Closed ChelseaCHENX closed 4 years ago
Hi @ChelseaCHENX ,
Thanks for raising the issue.
I think if you can share the alevin log (say for 1192 cells ?) we can comment much more about the details. However, if you ask me to guess then I believe the initial whitelisting of alevin seems to be predicting a lot less cells, if you check the alevin log, it would say what % of CB are thrown due to noisy cellular barcodes. If the number is >20%
, then the chances are indeed "knee" estimates are shooting up. The way to get better estimates from there would be to help alevin with a ballpark number of cells (as you are giving to cellranger with --expect-cell 8000, you can provide alevin with --expectCells 8000). Even after that if you get a lot of noisy CB prediction then you can force alevin to use certain number of cells with --forceCells
option.
https://github.com/COMBINE-lab/salmon/issues/362 this issue might help you understand more the details of the pipeline.
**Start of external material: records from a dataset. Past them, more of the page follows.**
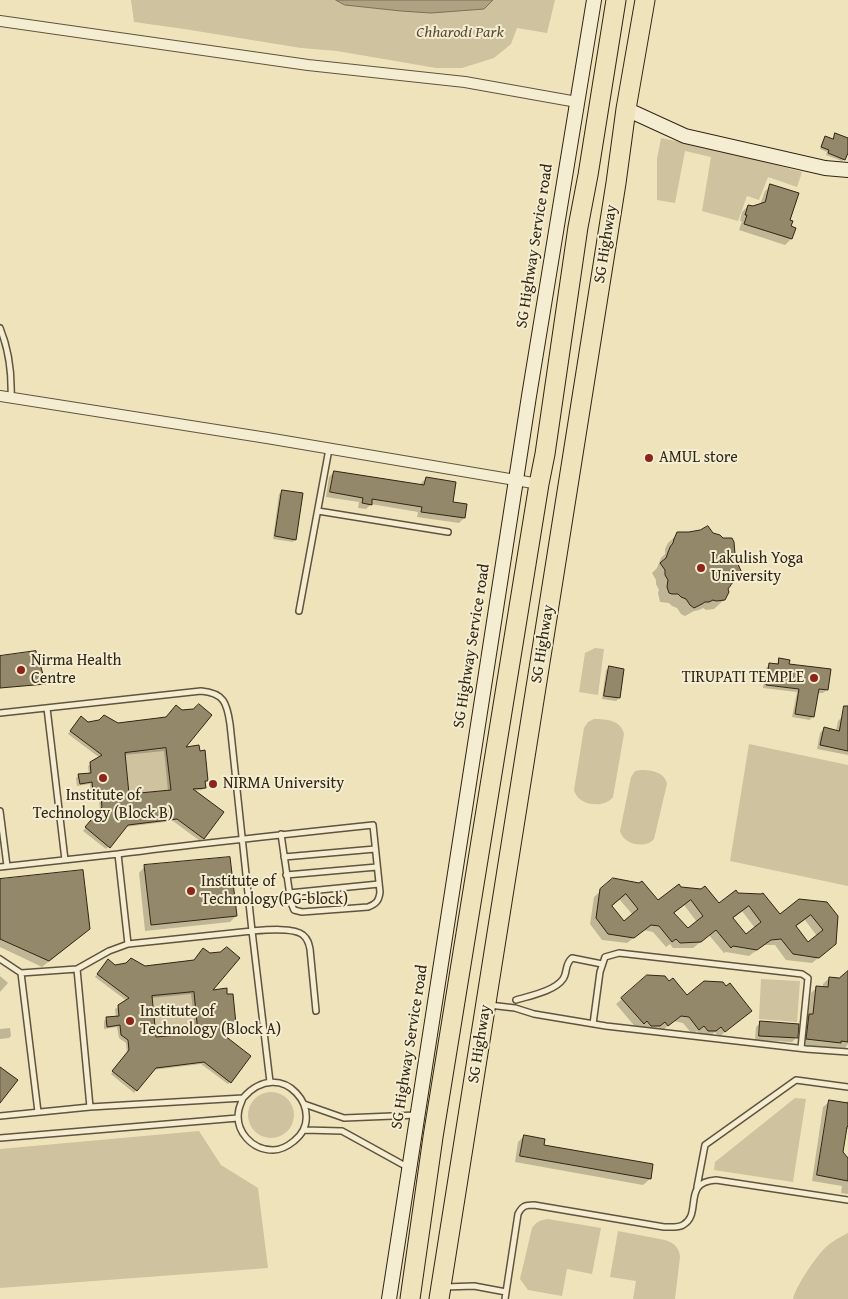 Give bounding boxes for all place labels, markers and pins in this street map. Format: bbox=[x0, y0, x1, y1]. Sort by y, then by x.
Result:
place label: AMUL store bbox=[659, 448, 738, 468]
marker: AMUL store bbox=[643, 452, 655, 464]
place label: Lakulish Yoga University bbox=[711, 549, 803, 587]
marker: Lakulish Yoga University bbox=[695, 562, 707, 574]
place label: Nirma Health Centre bbox=[31, 651, 122, 689]
marker: Nirma Health Centre bbox=[15, 664, 27, 676]
place label: TIRUPATI TEMPLE bbox=[682, 668, 804, 688]
marker: TIRUPATI TEMPLE bbox=[808, 672, 820, 684]
marker: Institute of Technology (Block B) bbox=[97, 772, 109, 784]
place label: NIRMA University bbox=[223, 774, 344, 794]
marker: NIRMA University bbox=[207, 778, 219, 790]
place label: Institute of Technology (Block B) bbox=[33, 786, 173, 824]
place label: Institute of Technology(PG-block) bbox=[201, 872, 348, 910]
marker: Institute of Technology(PG-block) bbox=[185, 885, 197, 897]
place label: Institute of Technology (Block A) bbox=[140, 1002, 281, 1040]
marker: Institute of Technology (Block A) bbox=[124, 1015, 136, 1027] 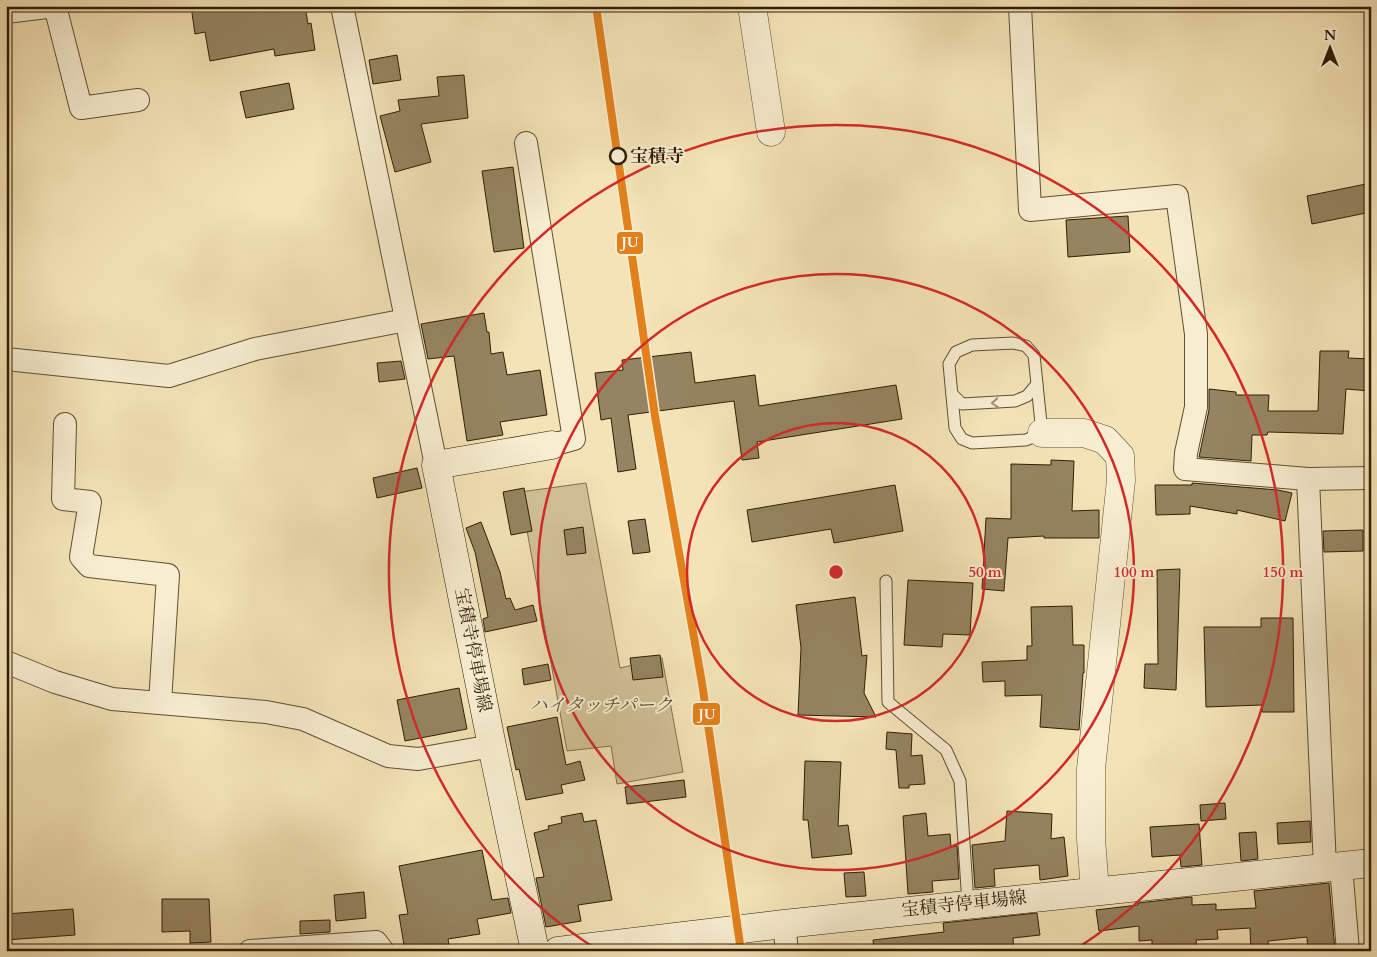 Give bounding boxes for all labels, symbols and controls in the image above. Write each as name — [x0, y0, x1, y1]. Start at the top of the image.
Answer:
north arrow — [1304, 22, 1354, 72]
text: N — [1324, 26, 1336, 45]
place label: 宝積寺 — [630, 144, 684, 169]
marker: 宝積寺 — [609, 147, 627, 165]
line badge: JU — [616, 231, 644, 255]
text: JU — [620, 233, 639, 252]
one-way arrow — [991, 397, 999, 408]
text: 50 m — [968, 562, 1002, 582]
text: 100 m — [1114, 562, 1155, 582]
text: 150 m — [1263, 562, 1304, 582]
centre of rings — [827, 563, 845, 581]
street label: 宝積寺停車場線 — [449, 586, 497, 714]
park label: ハイタッチパーク — [530, 693, 672, 718]
line badge: JU — [692, 702, 721, 726]
text: JU — [697, 705, 716, 724]
street label: 宝積寺停車場線 — [900, 885, 1028, 923]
Hope it helps !
Hey Avi, thanks for the quick reply! Here is the salmon_quant_log file:
[2019-07-09 09:07:39.153] [jointLog] [info] Fragment incompatibility prior below threshold. Incompatible fragments will be ignored.
[2019-07-09 09:07:39.153] [jointLog] [info] Usage of --validateMappings implies use of minScoreFraction. Since not explicitly specified, it is being set to 0.65
[2019-07-09 09:07:39.153] [jointLog] [info] Usage of --validateMappings implies use of range factorization. rangeFactorizationBins is being set to 4
[2019-07-09 09:07:39.153] [jointLog] [info] Usage of --validateMappings implies a default consensus slack of 1. Setting consensusSlack to 1.
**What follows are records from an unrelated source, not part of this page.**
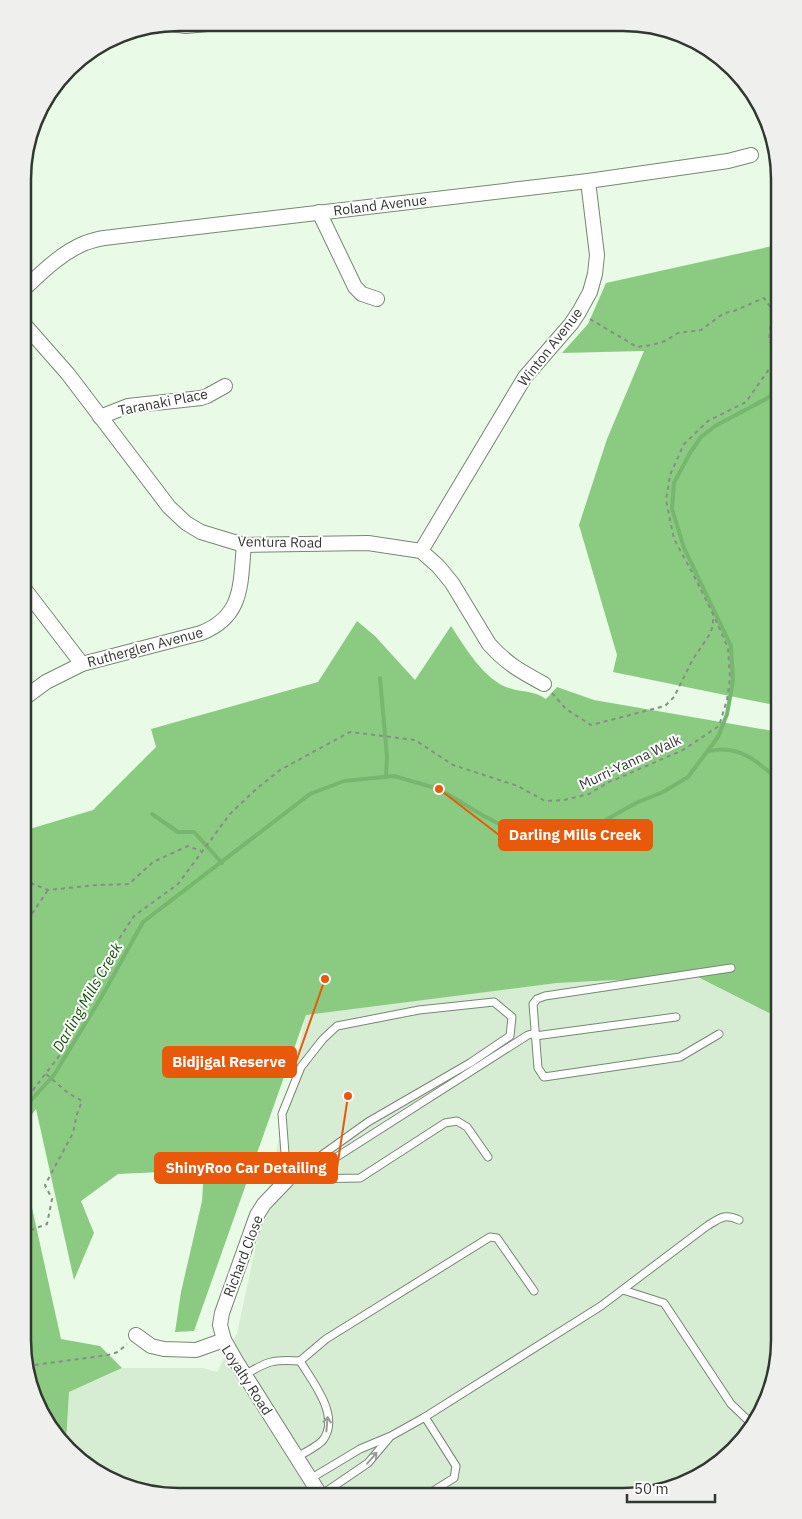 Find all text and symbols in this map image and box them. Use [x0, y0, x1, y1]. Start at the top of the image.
street label: Roland Avenue [332, 190, 428, 220]
street label: Winton Avenue [514, 304, 586, 390]
street label: Taranaki Place [117, 384, 210, 420]
street label: Ventura Road [238, 532, 322, 552]
street label: Rutherglen Avenue [85, 623, 205, 671]
street label: Murri-Yanna Walk [576, 730, 685, 794]
callout: Darling Mills Creek [499, 820, 652, 850]
text: Darling Mills Creek [509, 825, 642, 844]
water label: Darling Mills Creek [48, 939, 126, 1055]
callout: Bidjigal Reserve [163, 1047, 296, 1077]
text: Bidjigal Reserve [172, 1052, 286, 1071]
callout: ShinyRoo Car Detailing [155, 1153, 337, 1183]
text: ShinyRoo Car Detailing [165, 1158, 327, 1177]
street label: Richard Close [219, 1212, 267, 1299]
street label: Loyalty Road [218, 1342, 276, 1418]
one-way arrow [323, 1416, 332, 1432]
one-way arrow [366, 1452, 378, 1465]
scale bar [627, 1472, 714, 1504]
text: 50 m [634, 1479, 669, 1498] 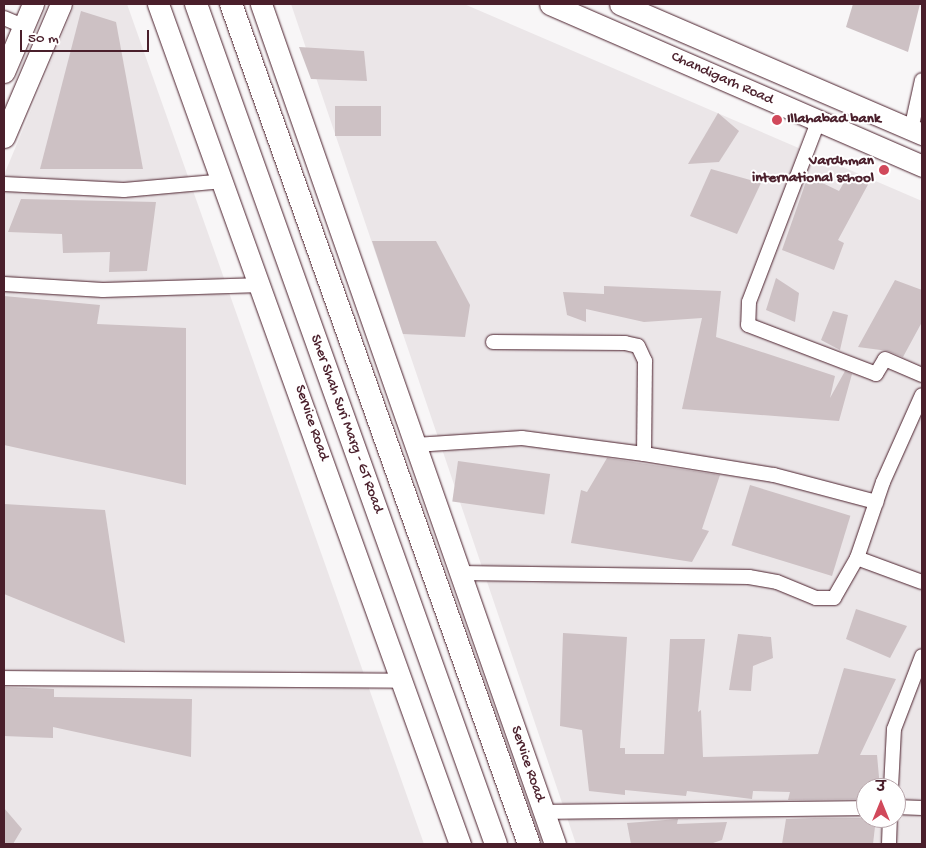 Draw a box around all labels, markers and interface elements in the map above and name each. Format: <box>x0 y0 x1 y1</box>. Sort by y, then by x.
scale bar <box>22 20 151 52</box>
text: 50 m <box>28 30 59 48</box>
street label: Chandigarh Road <box>668 48 776 110</box>
place label: Illahabad bank <box>787 111 881 129</box>
marker: Illahabad bank <box>771 114 783 126</box>
place label: Vardhman international school <box>752 152 874 187</box>
marker: Vardhman international school <box>878 164 890 176</box>
street label: Sher Shah Suri Marg - GT Road <box>305 332 387 516</box>
street label: Service Road <box>290 383 332 463</box>
street label: Service Road <box>506 724 548 804</box>
north arrow <box>856 778 906 828</box>
text: उ <box>876 780 886 797</box>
[2019-07-09 09:07:39.153] [jointLog] [info] Using default value of 0.8 for minScoreFraction in Alevin
[2019-07-09 09:17:08.128] [jointLog] [info] There is 1 library.
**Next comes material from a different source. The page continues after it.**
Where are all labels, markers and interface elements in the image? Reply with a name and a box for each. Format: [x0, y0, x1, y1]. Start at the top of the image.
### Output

[2019-07-09 09:17:08.180] [jointLog] [info] Loading Quasi index
[2019-07-09 09:17:08.180] [jointLog] [info] Loading 32-bit quasi index
[2019-07-09 09:17:14.970] [jointLog] [info] done
[2019-07-09 09:17:14.970] [jointLog] [info] Index contained 197,787 targets
[2019-07-09 10:02:20.484] [jointLog] [info] Computed 251,090 rich equivalence classes for further processing
[2019-07-09 10:02:20.484] [jointLog] [info] Counted 348,673,166 total reads in the equivalence classes
[2019-07-09 10:02:20.485] [jointLog] [warning] Found 1893 reads with `N` in the UMI sequence and ignored the reads.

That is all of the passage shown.